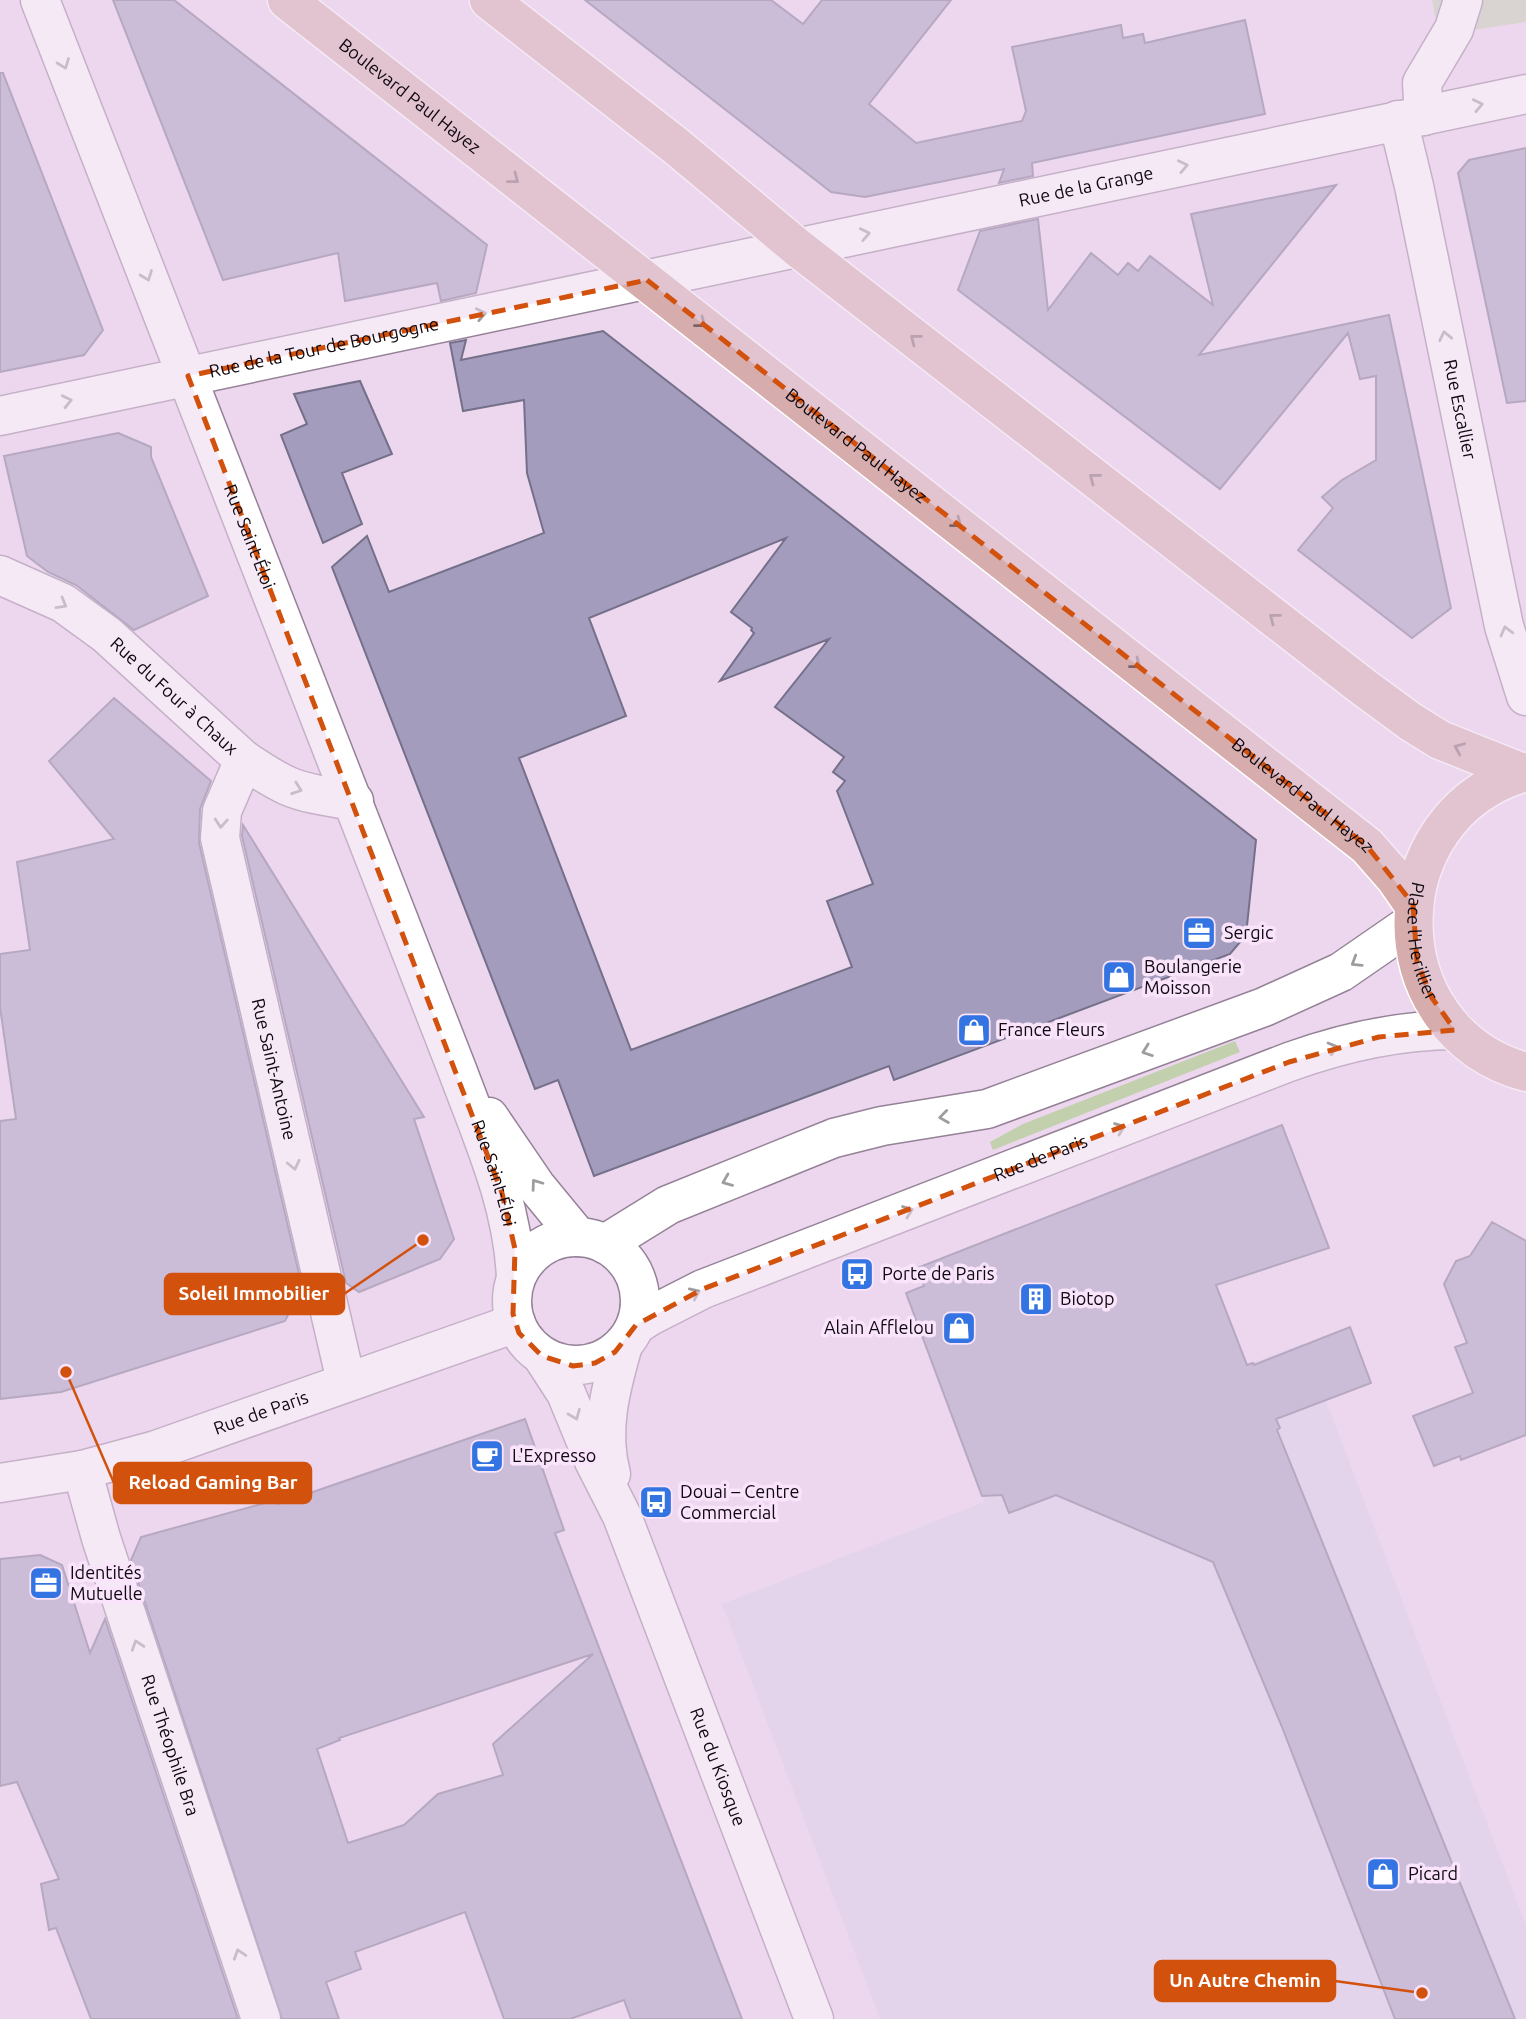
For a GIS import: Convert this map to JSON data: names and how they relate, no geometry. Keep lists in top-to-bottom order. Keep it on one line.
{"streets":{"main road":["Boulevard Paul Hayez","Place l'Herillier"],"street":["Rue de la Grange","Rue de la Tour de Bourgogne","Rue Escallier","Rue Saint-Éloi","Rue du Four à Chaux","Rue Saint-Antoine","Rue de Paris","Rue Théophile Bra","Rue du Kiosque"]},"crossings":[["Boulevard Paul Hayez","Rue de la Grange"],["Boulevard Paul Hayez","Rue de la Tour de Bourgogne"],["Boulevard Paul Hayez","Place l'Herillier"],["Rue de la Grange","Rue de la Tour de Bourgogne"],["Rue de la Grange","Rue Escallier"],["Rue de la Tour de Bourgogne","Rue Saint-Éloi"],["Rue Saint-Éloi","Rue du Four à Chaux"],["Rue Saint-Éloi","Rue de Paris"],["Rue Saint-Éloi","Rue du Kiosque"],["Rue du Four à Chaux","Rue Saint-Antoine"],["Place l'Herillier","Rue de Paris"],["Rue Saint-Antoine","Rue de Paris"],["Rue de Paris","Rue Théophile Bra"],["Rue de Paris","Rue du Kiosque"]],"one_way":["Rue de la Grange","Rue de la Tour de Bourgogne","Rue Escallier","Rue du Four à Chaux","Rue Saint-Antoine","Rue Théophile Bra"],"places":{"office":["Sergic","Identités Mutuelle"],"shop":["Boulangerie Moisson","France Fleurs","Alain Afflelou","Picard"],"other":["Soleil Immobilier","Reload Gaming Bar","Un Autre Chemin"],"bus stop":["Porte de Paris","Douai – Centre Commercial"],"building":["Biotop"],"cafe":["L'Expresso"]}}
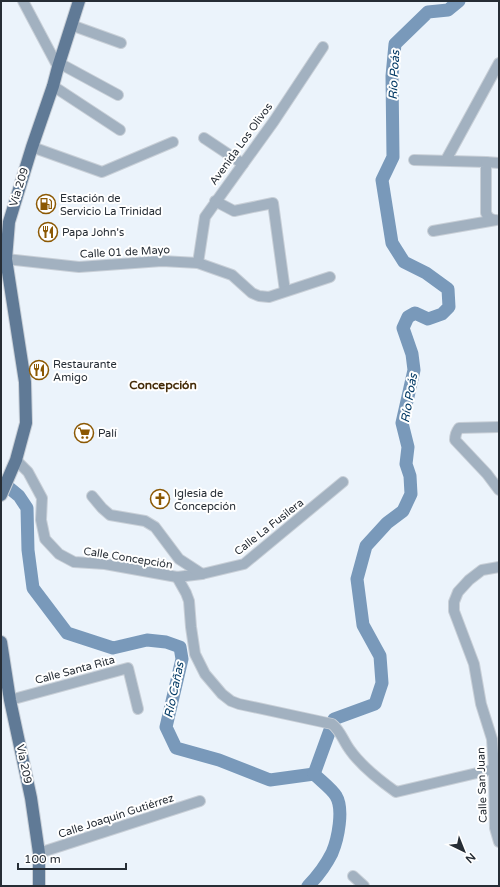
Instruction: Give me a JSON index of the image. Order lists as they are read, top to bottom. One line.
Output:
{"streets":{"main road":["Vía 209"],"street":["Avenida Los Olivos","Calle 01 de Mayo","Calle La Fusilera","Calle Concepción","Calle Santa Rita","Calle San Juan","Calle Joaquín Gutiérrez"]},"crossings":[["Avenida Los Olivos","Calle 01 de Mayo"],["Vía 209","Calle 01 de Mayo"],["Vía 209","Calle Concepción"],["Vía 209","Calle Santa Rita"],["Vía 209","Calle Joaquín Gutiérrez"],["Calle La Fusilera","Calle Concepción"],["Calle Concepción","Calle San Juan"]],"districts":["Concepción"],"water":["Río Poás","Río Cañas"],"places":{"fuel station":["Estación de Servicio La Trinidad"],"restaurant":["Papa John's","Restaurante Amigo"],"supermarket":["Palí"],"church":["Iglesia de Concepción"]},"scale_bar":"100 m","north":"bottom right"}
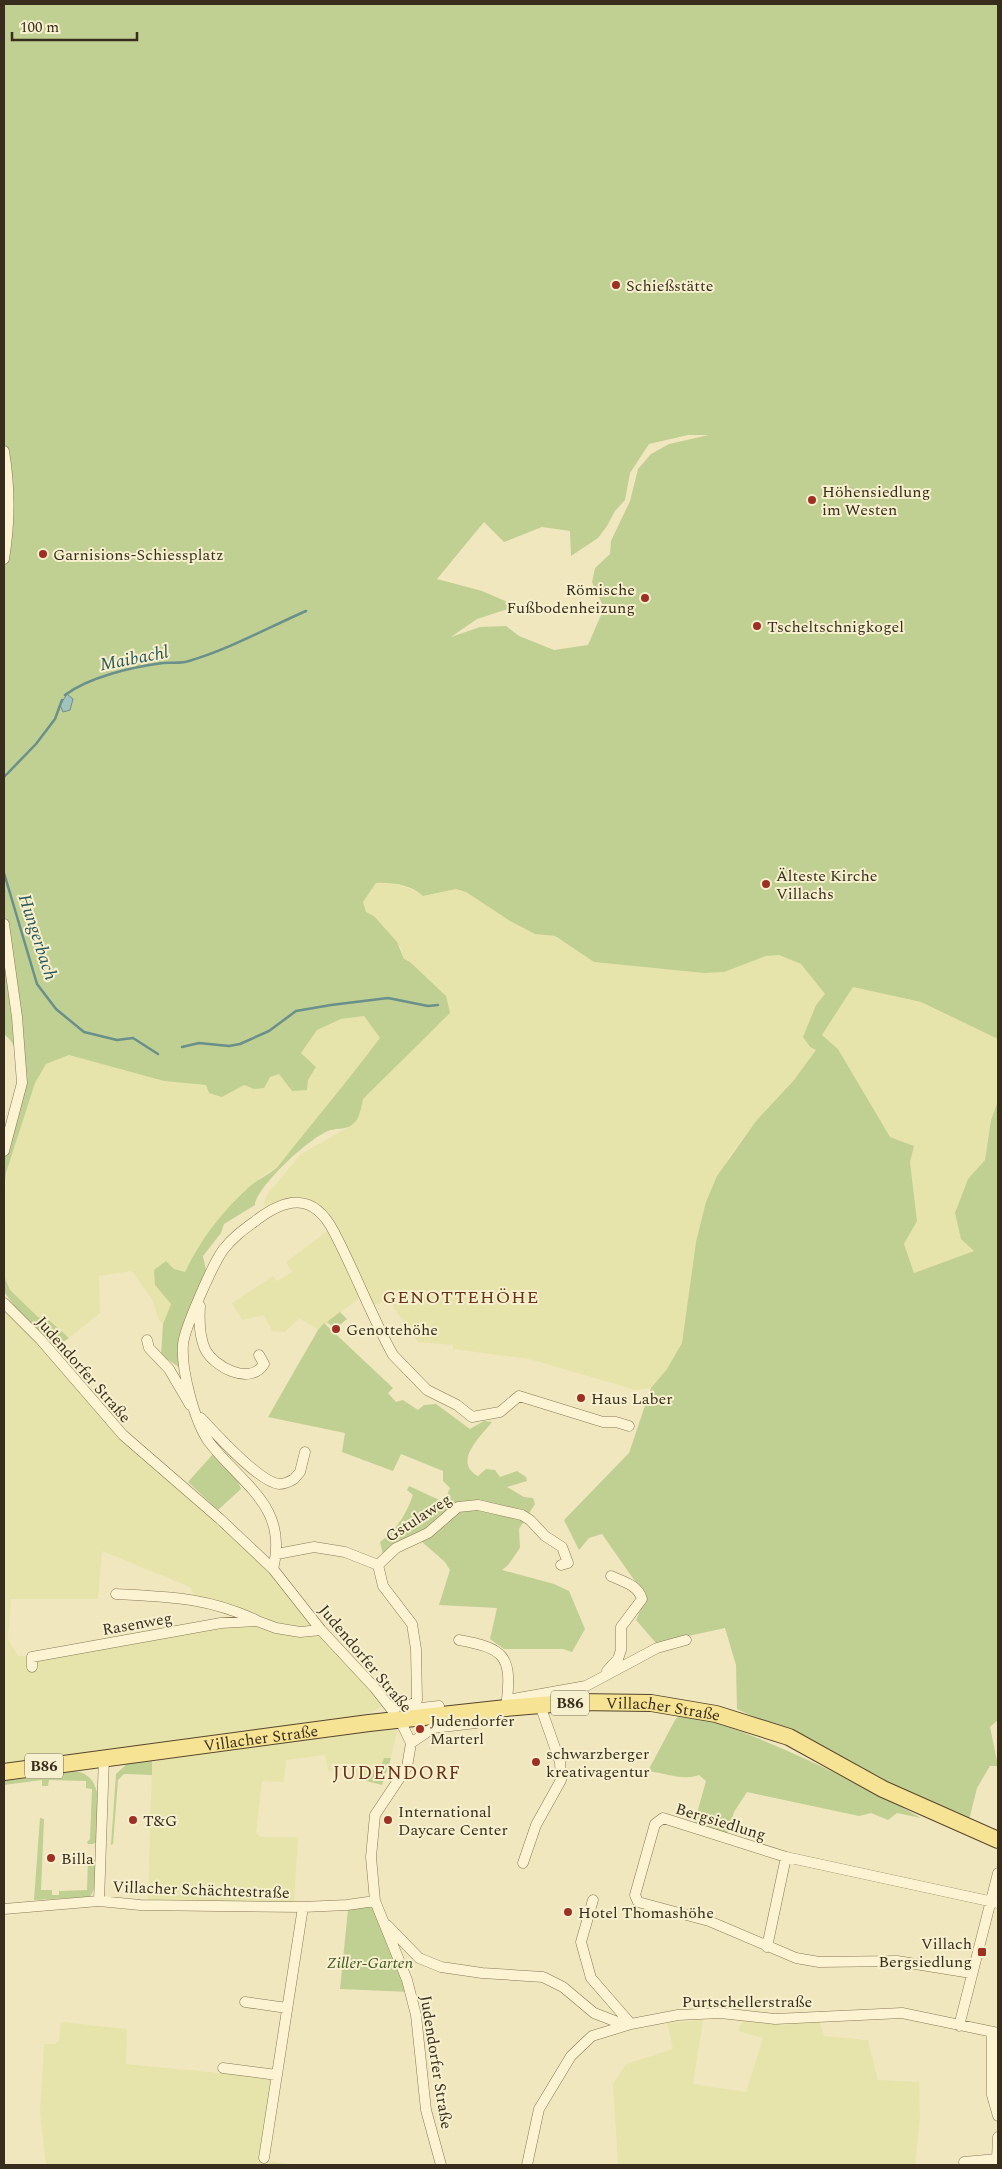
#####
Go through the listing above and locate each line that holds the word "they". Copy those lines.

Result below:
For a GIS import: Convert this map to JSON data: names and how they relate, no geometry. Keep lists in top-to-bottom order. Keep it on one line.
Instruction: Give me a JSON index of the image. Order lists as they are read, top to bottom. One line.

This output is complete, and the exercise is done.